• [TASK REQUIREMENTS]
Give back, word for word, only the lines from the opening of the records through the one with "filter:drop-shadow(2px 0 #76757c)". Pictures stay out.

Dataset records
········
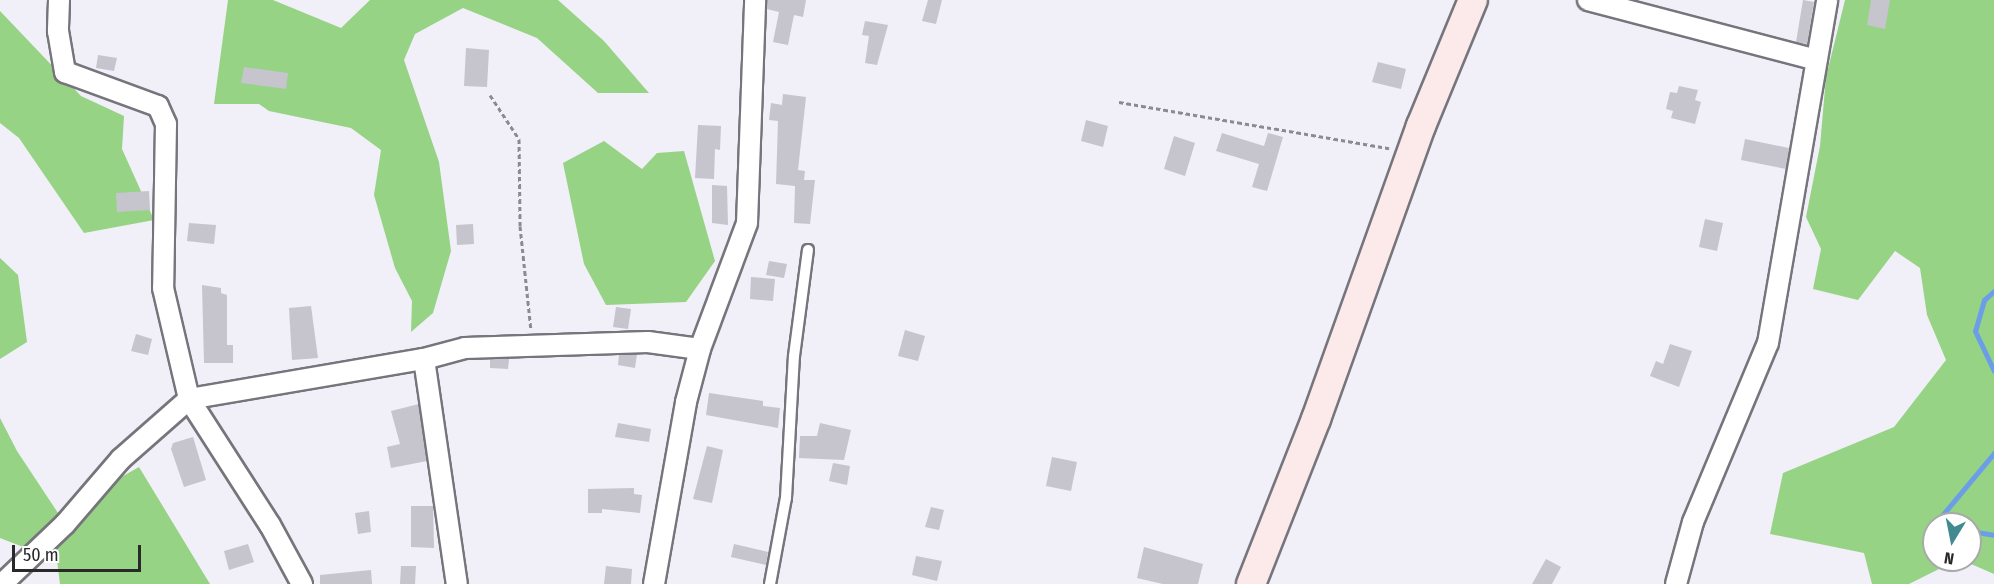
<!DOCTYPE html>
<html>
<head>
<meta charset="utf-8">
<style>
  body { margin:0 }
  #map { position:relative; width:1994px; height:584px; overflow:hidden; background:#f1eff8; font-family:"Fira Sans Condensed",sans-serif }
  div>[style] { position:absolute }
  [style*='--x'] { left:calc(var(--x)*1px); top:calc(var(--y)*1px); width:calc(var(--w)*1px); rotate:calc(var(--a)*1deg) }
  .forest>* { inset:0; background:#96d384 }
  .stream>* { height:5px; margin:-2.5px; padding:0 2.5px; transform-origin:2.5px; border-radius:2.5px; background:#6b9de9 }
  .building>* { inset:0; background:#c6c4cc }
  .path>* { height:3px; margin-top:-1.5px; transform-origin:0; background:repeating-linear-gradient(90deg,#8b8a90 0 4.5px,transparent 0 7.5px) }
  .roads { filter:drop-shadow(2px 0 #76757c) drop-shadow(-2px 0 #76757c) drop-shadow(0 2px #76757c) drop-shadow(0 -2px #76757c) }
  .lane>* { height:10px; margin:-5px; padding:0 5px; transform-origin:5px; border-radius:5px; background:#fff }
  .street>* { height:20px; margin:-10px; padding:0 10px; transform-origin:10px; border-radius:10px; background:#fff }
  .secondary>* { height:28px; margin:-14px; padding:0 14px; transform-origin:14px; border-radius:14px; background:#fceaeb }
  span { translate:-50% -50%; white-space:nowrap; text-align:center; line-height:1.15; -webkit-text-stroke:6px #fff; paint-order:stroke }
  .north { position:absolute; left:1922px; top:512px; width:60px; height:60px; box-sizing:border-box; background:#fff; border:2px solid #a9a9aa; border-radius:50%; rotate:190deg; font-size:16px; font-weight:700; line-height:24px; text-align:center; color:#29282b }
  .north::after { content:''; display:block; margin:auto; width:21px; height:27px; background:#428a90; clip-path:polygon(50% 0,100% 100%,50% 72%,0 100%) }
  .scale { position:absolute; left:12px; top:545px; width:129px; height:27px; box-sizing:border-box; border:3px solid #29282b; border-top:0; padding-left:8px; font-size:18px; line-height:21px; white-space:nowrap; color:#29282b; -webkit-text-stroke:4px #fff; paint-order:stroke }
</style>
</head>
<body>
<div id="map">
  <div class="forest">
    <div style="clip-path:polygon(228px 0,273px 0,341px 28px,370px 0,558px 0,604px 41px,649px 93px,598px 93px,537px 38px,463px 8px,415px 34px,404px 60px,439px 162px,451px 251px,433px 313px,411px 332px,412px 301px,395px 268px,374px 195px,381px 150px,351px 128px,269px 111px,259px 104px,214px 104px)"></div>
    <div style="clip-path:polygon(1845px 0,1994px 0,1994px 574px,1962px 560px,1970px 560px,1970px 524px,1934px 524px,1934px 560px,1957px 560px,1909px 584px,1872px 584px,1864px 553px,1770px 534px,1783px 473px,1894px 427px,1946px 360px,1927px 315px,1920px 268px,1895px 251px,1858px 300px,1813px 289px,1821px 249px,1806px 217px,1820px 146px,1826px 77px)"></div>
    <div style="clip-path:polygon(0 11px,81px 96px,124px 116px,122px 149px,154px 220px,84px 233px,19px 138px,0 123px)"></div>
    <div style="clip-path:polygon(604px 141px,642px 169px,657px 153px,684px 151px,715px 261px,686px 302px,606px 305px,584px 264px,563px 163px)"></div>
    <div style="clip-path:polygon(0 258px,18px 275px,27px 342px,0 359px)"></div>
    <div style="clip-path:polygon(0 418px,17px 451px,58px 513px,139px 467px,210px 584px,60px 584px,57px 560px,0 538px)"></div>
  </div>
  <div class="stream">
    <div style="--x:1994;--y:291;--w:13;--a:138"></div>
    <div style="--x:1984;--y:300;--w:32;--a:106"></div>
    <div style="--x:1975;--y:331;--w:44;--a:64.6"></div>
    <div style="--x:1934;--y:525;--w:94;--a:-50.2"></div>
    <div style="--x:1970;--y:531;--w:24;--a:9"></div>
  </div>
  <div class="building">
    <div style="clip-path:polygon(767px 0,806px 0,803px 17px,794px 15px,788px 45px,773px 42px,779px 12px,767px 9px)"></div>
    <div style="clip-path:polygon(928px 0,942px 0,936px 24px,922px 21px)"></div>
    <div style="clip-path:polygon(1803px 0,1814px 2px,1807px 44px,1796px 42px)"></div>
    <div style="clip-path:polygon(1871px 0,1890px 0,1885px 29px,1867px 25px)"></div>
    <div style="clip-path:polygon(865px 21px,888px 25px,877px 65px,865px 63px,869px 36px,862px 35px)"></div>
    <div style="clip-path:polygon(466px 48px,489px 50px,487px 87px,464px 86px)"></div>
    <div style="clip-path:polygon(98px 55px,117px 58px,114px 71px,96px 68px)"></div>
    <div style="clip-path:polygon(1378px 62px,1406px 69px,1401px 89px,1372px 82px)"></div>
    <div style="clip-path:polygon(244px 67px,288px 73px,286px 89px,241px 83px)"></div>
    <div style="clip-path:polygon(1679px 86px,1698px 90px,1695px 100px,1701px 102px,1695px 124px,1671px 118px,1673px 111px,1666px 109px,1670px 92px,1677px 93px)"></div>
    <div style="clip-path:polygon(783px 94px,806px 97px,798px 170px,805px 171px,804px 180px,815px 180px,810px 224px,794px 223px,795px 186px,776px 184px,778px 121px,769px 120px,771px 103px,782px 105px)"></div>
    <div style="clip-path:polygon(1086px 120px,1108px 126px,1103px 147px,1081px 141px)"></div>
    <div style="clip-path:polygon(698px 125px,721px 126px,720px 150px,715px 149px,714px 179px,695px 178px)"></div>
    <div style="clip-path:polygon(1222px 133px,1264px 146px,1268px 133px,1283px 137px,1267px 191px,1252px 187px,1259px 164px,1216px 151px)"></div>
    <div style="clip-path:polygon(1174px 136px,1195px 143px,1185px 176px,1164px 169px)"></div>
    <div style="clip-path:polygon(1745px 139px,1789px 148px,1786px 169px,1741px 160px)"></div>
    <div style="clip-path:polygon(712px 185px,727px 186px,728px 225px,712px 223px)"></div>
    <div style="clip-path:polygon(149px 191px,150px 210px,117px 212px,116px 193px)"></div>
    <div style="clip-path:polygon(1705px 219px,1723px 223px,1717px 251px,1699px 247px)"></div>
    <div style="clip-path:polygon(189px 223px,216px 225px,214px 244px,187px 241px)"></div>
    <div style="clip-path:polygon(473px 224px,474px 244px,457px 245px,456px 225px)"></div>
    <div style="clip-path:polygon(769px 261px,787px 264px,784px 278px,766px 275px)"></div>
    <div style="clip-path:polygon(751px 277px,775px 279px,773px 301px,750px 299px)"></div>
    <div style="clip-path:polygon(202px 285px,221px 288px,221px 293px,227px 295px,227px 345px,233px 345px,233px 363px,204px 363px)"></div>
    <div style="clip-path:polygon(311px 306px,318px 358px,292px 360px,289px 308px)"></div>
    <div style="clip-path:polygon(616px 307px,631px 309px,628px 329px,613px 327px)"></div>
    <div style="clip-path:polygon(905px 330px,925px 336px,918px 361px,898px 356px)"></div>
    <div style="clip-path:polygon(136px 334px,152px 339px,148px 355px,131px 351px)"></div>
    <div style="clip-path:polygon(1670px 344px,1692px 351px,1679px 387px,1650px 376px,1656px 361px,1663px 364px)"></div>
    <div style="clip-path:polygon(637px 354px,635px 368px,618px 365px,619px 355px)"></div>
    <div style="clip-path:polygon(490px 359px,509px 359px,508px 369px,490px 368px)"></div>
    <div style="clip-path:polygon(709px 393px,763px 401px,763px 406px,780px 408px,778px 428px,706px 415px)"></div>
    <div style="clip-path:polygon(419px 404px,427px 461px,391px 468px,387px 447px,400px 444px,391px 411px)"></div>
    <div style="clip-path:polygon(618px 423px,651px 429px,649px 442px,615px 437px)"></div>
    <div style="clip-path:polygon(820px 423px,851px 430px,844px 460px,799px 458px,800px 436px,817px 436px)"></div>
    <div style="clip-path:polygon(193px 437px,206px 480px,184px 487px,171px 449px,173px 443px)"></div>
    <div style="clip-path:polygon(707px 446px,723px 450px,712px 503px,693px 499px)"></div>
    <div style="clip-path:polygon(1052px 457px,1077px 462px,1071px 491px,1046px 486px)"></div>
    <div style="clip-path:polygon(833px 463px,850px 466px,847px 485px,829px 481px)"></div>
    <div style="clip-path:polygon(634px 488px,634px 494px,642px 495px,640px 513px,602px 509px,602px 513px,588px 513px,588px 489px)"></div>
    <div style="clip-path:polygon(411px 506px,433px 506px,434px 548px,411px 547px)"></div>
    <div style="clip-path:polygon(931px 507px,944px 510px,939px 530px,925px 527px)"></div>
    <div style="clip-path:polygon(369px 511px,371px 532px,358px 534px,355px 513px)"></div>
    <div style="clip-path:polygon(248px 544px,254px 562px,229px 570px,224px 551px)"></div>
    <div style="clip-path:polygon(734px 544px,768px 552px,766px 565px,731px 557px)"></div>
    <div style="clip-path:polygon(1144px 547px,1203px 564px,1198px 584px,1163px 584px,1137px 578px)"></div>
    <div style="clip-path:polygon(916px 556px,942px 561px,937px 581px,912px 575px)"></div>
    <div style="clip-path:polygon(1546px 559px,1561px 567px,1552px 584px,1532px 584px)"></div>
    <div style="clip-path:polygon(401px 566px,416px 566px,415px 584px,400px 584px)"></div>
    <div style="clip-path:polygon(606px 566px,632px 569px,631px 584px,604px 584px)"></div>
    <div style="clip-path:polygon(371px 570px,372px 584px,320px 584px,320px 575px)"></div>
  </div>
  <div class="path">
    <div style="--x:490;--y:95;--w:53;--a:56.6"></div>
    <div style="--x:519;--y:139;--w:87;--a:89.3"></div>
    <div style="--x:520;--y:226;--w:105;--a:84"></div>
    <div style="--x:1119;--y:102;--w:274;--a:9.7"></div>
  </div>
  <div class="roads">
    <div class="lane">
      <div style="--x:770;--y:584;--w:87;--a:-79.5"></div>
      <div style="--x:786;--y:498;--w:142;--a:-86.8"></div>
      <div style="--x:794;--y:356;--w:107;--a:-82.5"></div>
    </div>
    <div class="street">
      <div style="--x:59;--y:0;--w:31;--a:92"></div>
      <div style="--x:58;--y:31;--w:42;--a:80.3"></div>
      <div style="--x:65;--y:72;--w:99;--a:20.1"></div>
      <div style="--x:158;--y:106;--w:20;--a:66"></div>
      <div style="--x:166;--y:124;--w:164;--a:91"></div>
      <div style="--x:163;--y:288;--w:114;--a:76.8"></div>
      <div style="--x:189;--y:399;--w:150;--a:57.3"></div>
      <div style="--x:270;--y:525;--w:67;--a:61.5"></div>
      <div style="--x:1588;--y:0;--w:236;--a:14.7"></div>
      <div style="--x:424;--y:359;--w:227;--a:81.7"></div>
      <div style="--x:2;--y:584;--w:87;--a:-43.6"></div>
      <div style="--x:65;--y:524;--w:86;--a:-49.3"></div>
      <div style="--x:121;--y:459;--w:91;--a:-41.4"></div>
      <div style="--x:189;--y:399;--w:238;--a:-9.7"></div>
      <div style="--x:424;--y:359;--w:42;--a:-15"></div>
      <div style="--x:465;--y:348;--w:183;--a:-1.9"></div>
      <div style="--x:648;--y:342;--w:52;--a:7.7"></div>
      <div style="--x:654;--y:584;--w:185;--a:-80"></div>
      <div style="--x:686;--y:402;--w:55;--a:-75.2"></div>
      <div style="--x:700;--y:349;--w:134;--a:-69.5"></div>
      <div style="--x:747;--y:223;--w:223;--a:-87.9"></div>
      <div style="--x:1676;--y:584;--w:64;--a:-74.7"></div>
      <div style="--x:1693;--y:522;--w:194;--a:-67.3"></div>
      <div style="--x:1768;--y:343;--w:348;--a:-80.2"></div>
    </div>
    <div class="secondary">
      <div style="--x:1251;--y:584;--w:177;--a:-68.5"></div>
      <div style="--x:1316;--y:419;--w:311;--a:-70.3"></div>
      <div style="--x:1421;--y:126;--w:136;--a:-67.6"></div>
    </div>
  </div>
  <div class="north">N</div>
  <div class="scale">50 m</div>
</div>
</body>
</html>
········
• [OUTPUT OF THE TASK]
<!DOCTYPE html>
<html>
<head>
<meta charset="utf-8">
<style>
  body { margin:0 }
  #map { position:relative; width:1994px; height:584px; overflow:hidden; background:#f1eff8; font-family:"Fira Sans Condensed",sans-serif }
  div>[style] { position:absolute }
  [style*='--x'] { left:calc(var(--x)*1px); top:calc(var(--y)*1px); width:calc(var(--w)*1px); rotate:calc(var(--a)*1deg) }
  .forest>* { inset:0; background:#96d384 }
  .stream>* { height:5px; margin:-2.5px; padding:0 2.5px; transform-origin:2.5px; border-radius:2.5px; background:#6b9de9 }
  .building>* { inset:0; background:#c6c4cc }
  .path>* { height:3px; margin-top:-1.5px; transform-origin:0; background:repeating-linear-gradient(90deg,#8b8a90 0 4.5px,transparent 0 7.5px) }
  .roads { filter:drop-shadow(2px 0 #76757c) drop-shadow(-2px 0 #76757c) drop-shadow(0 2px #76757c) drop-shadow(0 -2px #76757c) }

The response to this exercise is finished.